次のローソク足を予測するのにFXのウィックは使える?
結論(直接回答)
FXでは、ウィック(上ヒゲと下ヒゲ)は、ローソク足の時間枠の中で取引された最高値・最安値を示します。ですが、それ自体では「次のローソク足がどうなるか」を確実に予測するための信頼できる方法にはなりません。いまのローソク足の中で価格がどう動いたかは観察できますが、次のローソク足の始値、値幅、終値は、その時間枠が終わった後に発生する新しい取引活動によって決まります。
「ウィックに基づく予測」が成り立つ仕組み
ウィックを検証可能な形で語るには、まずローソク足が何を表しているかから始めます。ローソク足は、始値、実体(始値から終値まで)、そしてウィック(極値)で構成されます。ウィックの長さは、その期間の中で、価格がローソク足の実体からどれだけ離れたかを示し、その後に戻ってきたことも含みます。
この定義に基づくと、「ウィックに基づく」アプローチは通常、市場の支配(コントロール)に関するルールと、現在のローソク足のウィックの挙動を比較することを意味します。たとえば、長い上ヒゲは、価格が上側の極値まで到達したものの、ローソク足の終値までにその水準を維持できなかったことを示します。同様に、長い下ヒゲは、一度下落してから終値までに反発したことを示します。

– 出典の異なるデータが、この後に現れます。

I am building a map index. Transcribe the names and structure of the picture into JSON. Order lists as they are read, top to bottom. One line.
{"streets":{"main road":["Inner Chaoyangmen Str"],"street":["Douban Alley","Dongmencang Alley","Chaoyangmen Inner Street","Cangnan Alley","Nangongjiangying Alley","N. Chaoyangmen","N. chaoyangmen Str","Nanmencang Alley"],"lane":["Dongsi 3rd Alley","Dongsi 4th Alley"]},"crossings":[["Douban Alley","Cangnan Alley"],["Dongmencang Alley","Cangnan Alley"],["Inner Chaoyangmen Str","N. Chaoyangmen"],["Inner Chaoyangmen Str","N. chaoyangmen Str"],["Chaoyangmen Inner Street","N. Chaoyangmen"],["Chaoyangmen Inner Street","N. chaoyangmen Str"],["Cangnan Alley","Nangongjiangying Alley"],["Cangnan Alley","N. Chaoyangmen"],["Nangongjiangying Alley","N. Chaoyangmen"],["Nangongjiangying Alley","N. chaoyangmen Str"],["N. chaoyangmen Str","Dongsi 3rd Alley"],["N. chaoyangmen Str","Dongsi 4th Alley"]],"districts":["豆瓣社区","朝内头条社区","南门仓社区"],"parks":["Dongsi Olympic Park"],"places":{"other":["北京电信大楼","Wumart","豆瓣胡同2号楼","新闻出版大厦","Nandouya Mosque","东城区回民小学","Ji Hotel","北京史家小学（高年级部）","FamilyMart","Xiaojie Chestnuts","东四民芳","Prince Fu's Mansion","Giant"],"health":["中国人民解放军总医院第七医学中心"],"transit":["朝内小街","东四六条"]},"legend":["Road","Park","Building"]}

しかし、これらのどれも「次のローソク足が同じ方向に進む」ことを強制しません。次のローソク足は新しい取引ウィンドウが始まるときに始まり、その最初の取引価格は、現在のローソク足が閉じた後に起きる流動性、スプレッド、オーダーフロー、参加者の行動などの影響を受け得ます。これらの要因はローソク足の終値で固定されるわけではないため、ウィックは「何が起きたか」を説明できますが、「次に何が起きるか」を保証することはできません。
例:確認と比較のやり方
シンプルな確認として、未来にラベルを貼らずに、まずは現在のローソク足を観察します。たとえば、弱気(ベアリッシュ)のローソク足に目立つウィックがある場合、次のように問いかけられます。価格は極値から拒否(リジェクト)したのか?そして、終値はローソク足の実体のどこに位置しているのか?その観察結果を、次のローソク足が形成された後に実際に起きることと比較します。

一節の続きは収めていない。